▼▼▼

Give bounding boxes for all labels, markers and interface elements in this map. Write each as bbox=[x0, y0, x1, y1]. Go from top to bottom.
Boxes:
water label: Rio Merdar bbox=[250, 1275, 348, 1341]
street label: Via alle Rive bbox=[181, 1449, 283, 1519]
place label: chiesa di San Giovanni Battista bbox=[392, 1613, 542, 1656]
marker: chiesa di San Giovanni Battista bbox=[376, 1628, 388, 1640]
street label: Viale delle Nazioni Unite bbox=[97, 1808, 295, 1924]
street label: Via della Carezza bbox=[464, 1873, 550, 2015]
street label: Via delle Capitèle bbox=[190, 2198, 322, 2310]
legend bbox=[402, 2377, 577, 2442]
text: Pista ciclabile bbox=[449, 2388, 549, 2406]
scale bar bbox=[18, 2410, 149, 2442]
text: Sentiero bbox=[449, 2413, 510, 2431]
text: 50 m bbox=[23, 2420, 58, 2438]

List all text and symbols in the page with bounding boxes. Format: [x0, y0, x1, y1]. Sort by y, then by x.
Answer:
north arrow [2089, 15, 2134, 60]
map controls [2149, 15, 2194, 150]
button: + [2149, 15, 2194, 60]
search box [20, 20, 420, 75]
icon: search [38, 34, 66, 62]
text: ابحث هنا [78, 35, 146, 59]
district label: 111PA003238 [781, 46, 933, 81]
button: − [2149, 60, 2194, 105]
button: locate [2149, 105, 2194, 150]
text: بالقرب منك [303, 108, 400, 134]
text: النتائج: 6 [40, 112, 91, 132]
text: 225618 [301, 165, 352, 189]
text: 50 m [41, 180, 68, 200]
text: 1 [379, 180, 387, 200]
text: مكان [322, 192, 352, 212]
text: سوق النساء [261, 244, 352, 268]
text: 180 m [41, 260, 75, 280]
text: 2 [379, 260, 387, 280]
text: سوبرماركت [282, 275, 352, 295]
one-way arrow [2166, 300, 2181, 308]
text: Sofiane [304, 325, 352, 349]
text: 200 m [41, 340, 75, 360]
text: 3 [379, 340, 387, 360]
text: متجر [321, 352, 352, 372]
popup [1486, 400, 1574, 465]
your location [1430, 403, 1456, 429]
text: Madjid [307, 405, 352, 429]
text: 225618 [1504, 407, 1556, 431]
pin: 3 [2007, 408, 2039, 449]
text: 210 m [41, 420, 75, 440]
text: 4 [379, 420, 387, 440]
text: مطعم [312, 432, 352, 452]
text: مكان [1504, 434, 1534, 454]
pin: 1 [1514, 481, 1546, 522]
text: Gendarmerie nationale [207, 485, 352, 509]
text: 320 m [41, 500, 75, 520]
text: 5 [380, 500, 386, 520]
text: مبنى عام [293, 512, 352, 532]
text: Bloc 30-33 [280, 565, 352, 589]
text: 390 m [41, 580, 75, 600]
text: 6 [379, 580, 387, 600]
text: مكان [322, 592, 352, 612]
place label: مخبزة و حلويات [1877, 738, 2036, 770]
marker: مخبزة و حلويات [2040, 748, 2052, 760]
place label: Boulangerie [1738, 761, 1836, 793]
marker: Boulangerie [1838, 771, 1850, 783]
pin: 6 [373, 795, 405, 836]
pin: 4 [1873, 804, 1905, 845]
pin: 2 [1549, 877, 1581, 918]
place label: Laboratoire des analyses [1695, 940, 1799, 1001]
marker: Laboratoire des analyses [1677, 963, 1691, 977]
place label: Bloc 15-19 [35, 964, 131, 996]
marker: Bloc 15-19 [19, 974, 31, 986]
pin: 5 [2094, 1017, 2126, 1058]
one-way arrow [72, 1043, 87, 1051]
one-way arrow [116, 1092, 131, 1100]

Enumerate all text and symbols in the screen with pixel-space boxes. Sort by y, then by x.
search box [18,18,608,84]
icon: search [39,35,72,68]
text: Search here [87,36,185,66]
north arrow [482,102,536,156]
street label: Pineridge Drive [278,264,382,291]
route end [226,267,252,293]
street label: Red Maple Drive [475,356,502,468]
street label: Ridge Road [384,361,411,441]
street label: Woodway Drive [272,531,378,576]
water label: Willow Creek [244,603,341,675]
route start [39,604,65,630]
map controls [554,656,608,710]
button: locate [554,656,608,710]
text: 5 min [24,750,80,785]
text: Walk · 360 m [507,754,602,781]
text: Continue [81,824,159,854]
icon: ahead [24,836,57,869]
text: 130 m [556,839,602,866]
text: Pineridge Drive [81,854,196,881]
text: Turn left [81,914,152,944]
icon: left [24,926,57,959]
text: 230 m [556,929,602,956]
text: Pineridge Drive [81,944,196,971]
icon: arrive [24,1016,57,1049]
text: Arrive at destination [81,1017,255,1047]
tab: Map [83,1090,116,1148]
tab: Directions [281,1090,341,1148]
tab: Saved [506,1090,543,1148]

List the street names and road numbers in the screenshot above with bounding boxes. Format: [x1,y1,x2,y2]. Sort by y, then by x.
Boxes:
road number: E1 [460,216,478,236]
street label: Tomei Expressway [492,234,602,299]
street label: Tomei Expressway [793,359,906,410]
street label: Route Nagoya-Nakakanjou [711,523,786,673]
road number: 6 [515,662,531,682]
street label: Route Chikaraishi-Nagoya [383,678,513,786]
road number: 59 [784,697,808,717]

▲▲▲

The lines above need to be restated word for word, all of them.

Solution below →
Give bounding boxes for all labels, markers and interface elements in this map. Write each as bbox=[x0, y0, x1, y1]. Go from top to bottom.
Boxes:
water label: Rio Merdar bbox=[250, 1275, 348, 1341]
street label: Via alle Rive bbox=[181, 1449, 283, 1519]
place label: chiesa di San Giovanni Battista bbox=[392, 1613, 542, 1656]
marker: chiesa di San Giovanni Battista bbox=[376, 1628, 388, 1640]
street label: Viale delle Nazioni Unite bbox=[97, 1808, 295, 1924]
street label: Via della Carezza bbox=[464, 1873, 550, 2015]
street label: Via delle Capitèle bbox=[190, 2198, 322, 2310]
legend bbox=[402, 2377, 577, 2442]
text: Pista ciclabile bbox=[449, 2388, 549, 2406]
scale bar bbox=[18, 2410, 149, 2442]
text: Sentiero bbox=[449, 2413, 510, 2431]
text: 50 m bbox=[23, 2420, 58, 2438]

List all text and symbols in the page with bounding boxes. Format: [x0, y0, x1, y1]. Sort by y, then by x.
Answer:
north arrow [2089, 15, 2134, 60]
map controls [2149, 15, 2194, 150]
button: + [2149, 15, 2194, 60]
search box [20, 20, 420, 75]
icon: search [38, 34, 66, 62]
text: ابحث هنا [78, 35, 146, 59]
district label: 111PA003238 [781, 46, 933, 81]
button: − [2149, 60, 2194, 105]
button: locate [2149, 105, 2194, 150]
text: بالقرب منك [303, 108, 400, 134]
text: النتائج: 6 [40, 112, 91, 132]
text: 225618 [301, 165, 352, 189]
text: 50 m [41, 180, 68, 200]
text: 1 [379, 180, 387, 200]
text: مكان [322, 192, 352, 212]
text: سوق النساء [261, 244, 352, 268]
text: 180 m [41, 260, 75, 280]
text: 2 [379, 260, 387, 280]
text: سوبرماركت [282, 275, 352, 295]
one-way arrow [2166, 300, 2181, 308]
text: Sofiane [304, 325, 352, 349]
text: 200 m [41, 340, 75, 360]
text: 3 [379, 340, 387, 360]
text: متجر [321, 352, 352, 372]
popup [1486, 400, 1574, 465]
your location [1430, 403, 1456, 429]
text: Madjid [307, 405, 352, 429]
text: 225618 [1504, 407, 1556, 431]
pin: 3 [2007, 408, 2039, 449]
text: 210 m [41, 420, 75, 440]
text: 4 [379, 420, 387, 440]
text: مطعم [312, 432, 352, 452]
text: مكان [1504, 434, 1534, 454]
pin: 1 [1514, 481, 1546, 522]
text: Gendarmerie nationale [207, 485, 352, 509]
text: 320 m [41, 500, 75, 520]
text: 5 [380, 500, 386, 520]
text: مبنى عام [293, 512, 352, 532]
text: Bloc 30-33 [280, 565, 352, 589]
text: 390 m [41, 580, 75, 600]
text: 6 [379, 580, 387, 600]
text: مكان [322, 592, 352, 612]
place label: مخبزة و حلويات [1877, 738, 2036, 770]
marker: مخبزة و حلويات [2040, 748, 2052, 760]
place label: Boulangerie [1738, 761, 1836, 793]
marker: Boulangerie [1838, 771, 1850, 783]
pin: 6 [373, 795, 405, 836]
pin: 4 [1873, 804, 1905, 845]
pin: 2 [1549, 877, 1581, 918]
place label: Laboratoire des analyses [1695, 940, 1799, 1001]
marker: Laboratoire des analyses [1677, 963, 1691, 977]
place label: Bloc 15-19 [35, 964, 131, 996]
marker: Bloc 15-19 [19, 974, 31, 986]
pin: 5 [2094, 1017, 2126, 1058]
one-way arrow [72, 1043, 87, 1051]
one-way arrow [116, 1092, 131, 1100]

Enumerate all text and symbols in the screen with pixel-space boxes. Sort by y, then by x.
search box [18,18,608,84]
icon: search [39,35,72,68]
text: Search here [87,36,185,66]
north arrow [482,102,536,156]
street label: Pineridge Drive [278,264,382,291]
route end [226,267,252,293]
street label: Red Maple Drive [475,356,502,468]
street label: Ridge Road [384,361,411,441]
street label: Woodway Drive [272,531,378,576]
water label: Willow Creek [244,603,341,675]
route start [39,604,65,630]
map controls [554,656,608,710]
button: locate [554,656,608,710]
text: 5 min [24,750,80,785]
text: Walk · 360 m [507,754,602,781]
text: Continue [81,824,159,854]
icon: ahead [24,836,57,869]
text: 130 m [556,839,602,866]
text: Pineridge Drive [81,854,196,881]
text: Turn left [81,914,152,944]
icon: left [24,926,57,959]
text: 230 m [556,929,602,956]
text: Pineridge Drive [81,944,196,971]
icon: arrive [24,1016,57,1049]
text: Arrive at destination [81,1017,255,1047]
tab: Map [83,1090,116,1148]
tab: Directions [281,1090,341,1148]
tab: Saved [506,1090,543,1148]

List the street names and road numbers in the screenshot above with bounding boxes. Format: [x1,y1,x2,y2]. Sort by y, then by x.
Boxes:
road number: E1 [460,216,478,236]
street label: Tomei Expressway [492,234,602,299]
street label: Tomei Expressway [793,359,906,410]
street label: Route Nagoya-Nakakanjou [711,523,786,673]
road number: 6 [515,662,531,682]
street label: Route Chikaraishi-Nagoya [383,678,513,786]
road number: 59 [784,697,808,717]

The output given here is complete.